=== SOURCE RECORDS ===
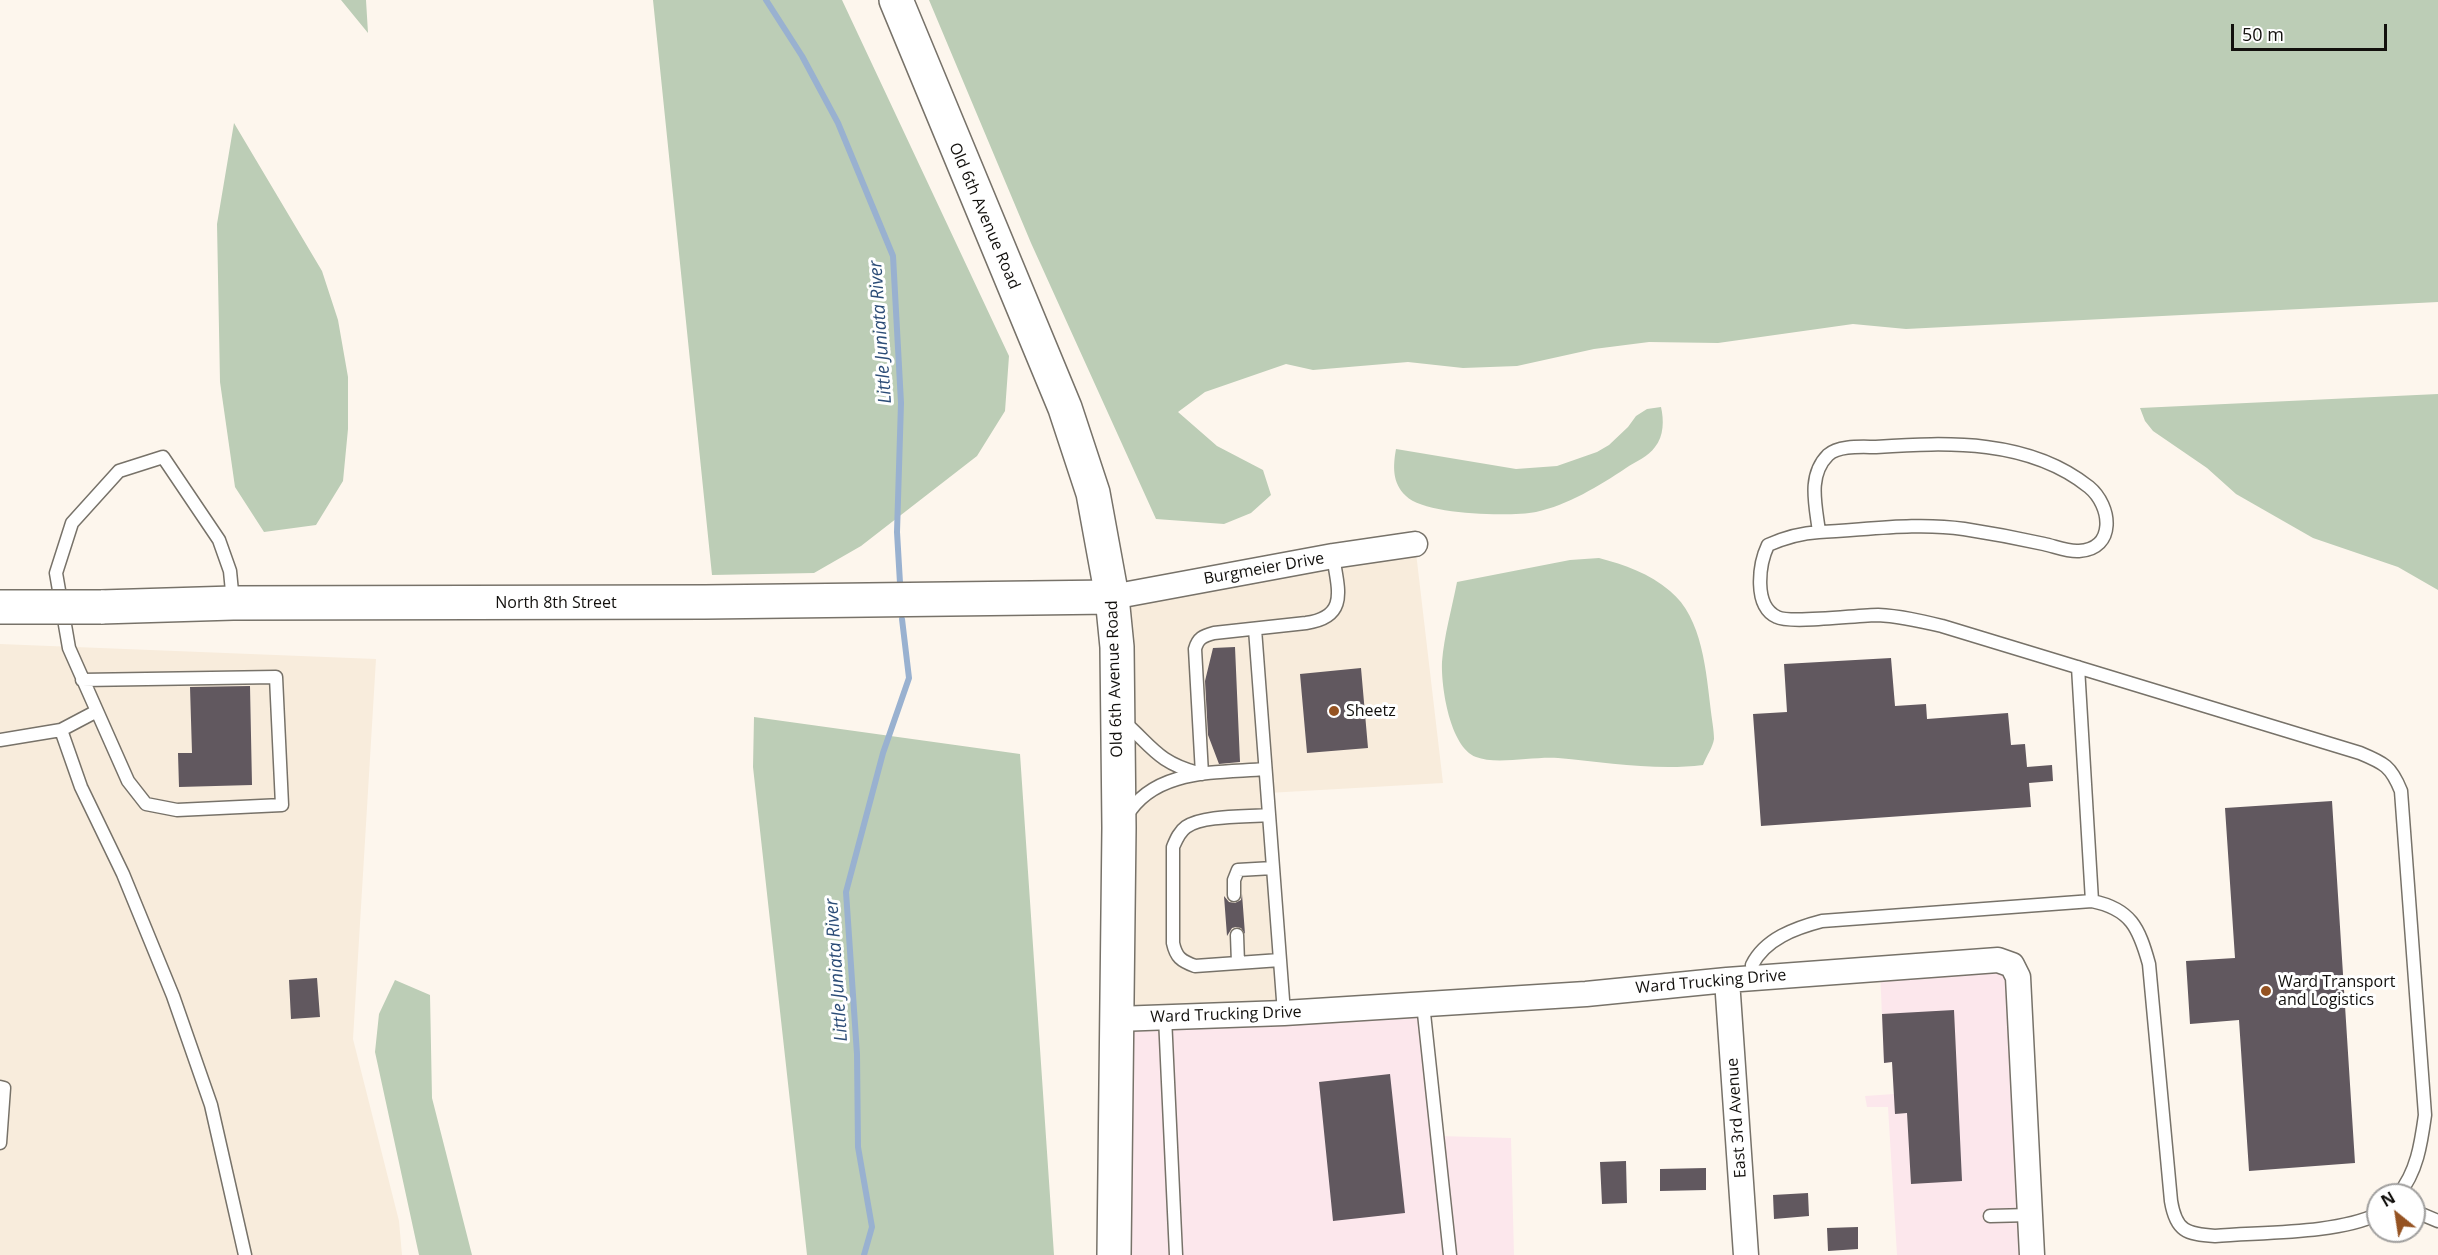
<!DOCTYPE html>
<style>
body{margin:0}
#map{position:relative;width:2438px;height:1255px;overflow:hidden;background:#fdf6ed;font-family:"Open Sans",sans-serif}
canvas{display:block}
.north{position:absolute;left:2366px;top:1183px;width:60px;height:60px;box-sizing:border-box;background:#fff;border:2px solid #a09f9e;border-radius:50%;rotate:330deg;font-size:16px;font-weight:700;line-height:24px;text-align:center;color:#12100d}
.north::after{content:'';display:block;margin:auto;width:21px;height:27px;background:#955322;clip-path:polygon(50% 0,100% 100%,50% 72%,0 100%)}
.scale{position:absolute;left:2231px;top:24px;width:156px;height:27px;box-sizing:border-box;border:3px solid #12100d;border-top:0;padding-left:8px;font-size:18px;line-height:21px;white-space:nowrap;color:#12100d;-webkit-text-stroke:4px #fff;paint-order:stroke}
</style>
<div id="map">
<canvas width="2438" height="1255"></canvas>
<div class="north">N</div>
<div class="scale">50 m</div>
</div>
<script>
const ctx = document.querySelector('canvas').getContext('2d');
ctx.lineJoin = 'round';
function fill(path, color) { ctx.fillStyle = color; ctx.fill(path, 'evenodd'); }
function trace(path, color, width, dash) { ctx.strokeStyle = color; ctx.lineWidth = width; ctx.lineCap = dash ? 'butt' : 'round'; ctx.setLineDash(dash || []); ctx.stroke(path); }
function label(font, color, halo, rows, align = 'center') {
  ctx.font = font + ' "Open Sans",sans-serif'; ctx.lineWidth = 6; ctx.setLineDash([]); ctx.textBaseline = 'middle'; ctx.strokeStyle = halo; ctx.fillStyle = color; for (const [text, x, y, turn = 0] of rows) {
    ctx.save(); ctx.translate(x, y); ctx.rotate((+turn || 0) * Math.PI / 180); ctx.textAlign = isNaN(turn) ? turn : align; if (halo) ctx.strokeText(text, 0, 0); ctx.fillText(text, 0, 0); ctx.restore();
  }
}
fill(new Path2D(`
 M1415,544L1443,783L1268,793L1284,1013L1117,1019L1118,590Z
 M0,644L376,659L353,1039L399,1221L402,1255H0Z`), '#f8ecdc');
fill(new Path2D(`
 M2012,965L2032,1255H1897L1888,1107H1867L1865,1096L1894,1094L1892,1062L1884,1063L1880,969Z
 M1423,1004L1438,1136L1511,1138L1514,1255H1117L1118,1019Z`), '#fce7ec');
fill(new Path2D(`
 M341,0H366L368,33Z
 M653,0H842L1009,356L1005,411L977,456L861,546L814,573L712,575Z
 M929,0H2438V302L1906,329L1853,324L1718,343L1649,342L1594,349L1517,366L1463,368L1408,362L1313,370L1286,364L1205,392L1178,412L1217,446L1263,470L1271,495L1251,513L1224,524L1156,519L1031,243Z
 M234,123L322,271L338,320L348,377V429L343,481L316,525L264,532L235,487L220,382L217,224Z
 M2438,394V590L2398,567L2313,538L2236,494L2207,468L2153,431L2145,421L2140,408Z
 M1661,407C1664,420 1664,436 1655,447C1648,457 1636,461 1626,468C1599,486 1568,505 1536,512C1509,517 1425,515 1406,496C1392,483 1393,466 1396,449L1516,469L1557,466L1597,452L1609,445L1628,427L1636,416L1647,409Z
 M1599,558C1625,565 1649,573 1670,591C1703,618 1706,673 1711,712C1712,720 1714,731 1714,739C1713,747 1706,757 1703,765C1655,771 1605,762 1558,758C1535,756 1496,765 1476,757C1450,747 1441,687 1442,662C1444,636 1452,608 1457,582L1570,560Z
 M754,717L1020,754L1054,1255H807L753,767Z
 M395,980L430,995L432,1098L472,1255H419L375,1052L379,1014Z`), '#bccdb6');
trace(new Path2D(`
 M766,0L802,56L838,123L893,256L901,403L897,532L900,583
 M864,1255L872,1227L858,1147L857,1054L846,892L883,753L909,678L902,619`), '#99b1d0', 6);
fill(new Path2D(`
 M1235,647L1240,762L1219,764L1208,735L1205,681L1213,648Z
 M1891,658L1895,706L1926,704L1927,719L2008,713L2011,745L2025,744L2027,767L2052,765L2053,781L2029,783L2031,807L1761,826L1753,714L1787,712L1784,664Z
 M1361,668L1368,748L1307,753L1300,674Z
 M250,686L252,785L179,787L178,753H192L190,687Z
 M2332,801L2355,1163L2249,1171L2239,1020L2190,1024L2186,961L2235,958L2225,808Z
 M1242,894L1245,934L1241,928L1236,927L1232,928L1227,936L1224,896L1229,902L1235,903L1241,900Z
 M317,978L320,1017L291,1019L289,980Z
 M1954,1010L1962,1181L1911,1184L1907,1113L1895,1114L1892,1062L1884,1063L1882,1014Z
 M1390,1074L1405,1213L1333,1221L1319,1082Z
 M1626,1161L1627,1203L1602,1204L1600,1162Z
 M1706,1168V1190L1660,1191V1169Z
 M1808,1193L1809,1216L1774,1219L1773,1195Z
 M1858,1227V1249L1828,1251L1827,1228Z`), '#61585f');
const service = new Path2D(`
 M1819,532C1816,506 1807,476 1828,455C1839,445 1862,447 1876,447C1948,442 2029,439 2089,487C2112,506 2116,549 2079,551C2068,552 2054,546 2044,544C2017,538 1990,533 1964,529C1916,522 1866,530 1819,532C1801,533 1784,538 1768,545C1759,564 1753,606 1777,617C1790,624 1858,615 1878,615C1900,616 1921,621 1942,626L2360,753C2384,763 2391,766 2401,791L2425,1115C2421,1144 2417,1172 2398,1195
 M1255,629L1284,1013
 M2078,667L2092,901
 M82,680L276,677L282,805L177,810L146,804L128,781L69,648L56,573L72,523L119,471L163,457L219,540L230,571L233,602
 M97,711L61,730L81,787L123,874L173,996L211,1105L245,1255
 M1123,721C1152,746 1157,762 1198,773
 M0,740L61,730
 M1202,774L1195,649C1198,638 1203,636 1214,633L1306,623C1349,617 1338,589 1333,556
 M1269,815C1247,817 1203,815 1186,827C1179,832 1176,840 1173,847V943C1176,957 1181,961 1195,966L1280,960
 M1126,817C1154,768 1218,773 1265,769
 M1234,895V880L1238,870L1273,868
 M1237,935L1238,963
 M1754,978L1752,965C1765,939 1795,928 1822,921L2092,901C2131,909 2139,928 2149,964L2171,1201C2176,1231 2186,1234 2215,1236C2262,1232 2337,1234 2378,1214
 M1423,1004L1450,1255
 M1165,1017L1176,1255
 M0,1087L4,1088L0,1143
 M2414,1211L2438,1221
 M1990,1216L2030,1215`);
const minor = new Path2D(`
 M1112,597L1333,556L1415,544
 M1727,980L1746,1255
 M1117,1019L1284,1013L1586,994L1727,980L1998,960L2012,965L2018,977L2032,1255`);
const secondary = new Path2D(`
 M896,0L1065,408L1093,493L1112,597`);
const primary = new Path2D(`
 M101,607L233,603L705,602L1112,597L1117,647L1119,828L1114,1255`);
trace(service, '#777269', 15);
trace(minor, '#777269', 27);
trace(secondary, '#777269', 36);
trace(primary, '#777269', 36);
trace(service, '#fff', 12);
trace(minor, '#fff', 24);
trace(secondary, '#fff', 33);
trace(primary, '#fff', 33);
const primaryBridge = new Path2D(`
 M0,607H101`);
trace(primaryBridge, '#777269', 36, []);
trace(primaryBridge, '#fff', 33);
for (const [x, y, r, color] of [
 [1334,711,6,"#955322"],
 [2266,991,6,"#955322"]
]) { const dot = new Path2D(); dot.arc(x, y, r, 0, 2 * Math.PI); ctx.fillStyle = color; ctx.fill(dot); trace(dot, '#fff', 2); }
label('16px', '#12100d', '#fff', [
 ["Old 6th Avenue Road",984,216,67],
 ["Burgmeier Drive",1264,569,-10],
 ["North 8th Street",556,603],
 ["Old 6th Avenue Road",1115,679,-92],
 ["Ward Trucking Drive",1711,982,-5],
 ["Ward Trucking Drive",1226,1015,-2],
 ["East 3rd Avenue",1737,1118,-94]
]);
label('16px', '#12100d', '#fff', [
 ["Sheetz",1346,711],
 ["Ward Transport",2278,982],
 ["and Logistics",2278,1000]
], 'left');
label('italic 18px', '#2b4c77', '#fff', [
 ["Little Juniata River",881,332,-94],
 ["Little Juniata River",837,970,-94]
]);
</script>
===
Where a line of the data above includes the string "secondary", pull it out.

ANSWER FOR THIS EXERCISE |
const secondary = new Path2D(`
trace(secondary, '#777269', 36);
trace(secondary, '#fff', 33);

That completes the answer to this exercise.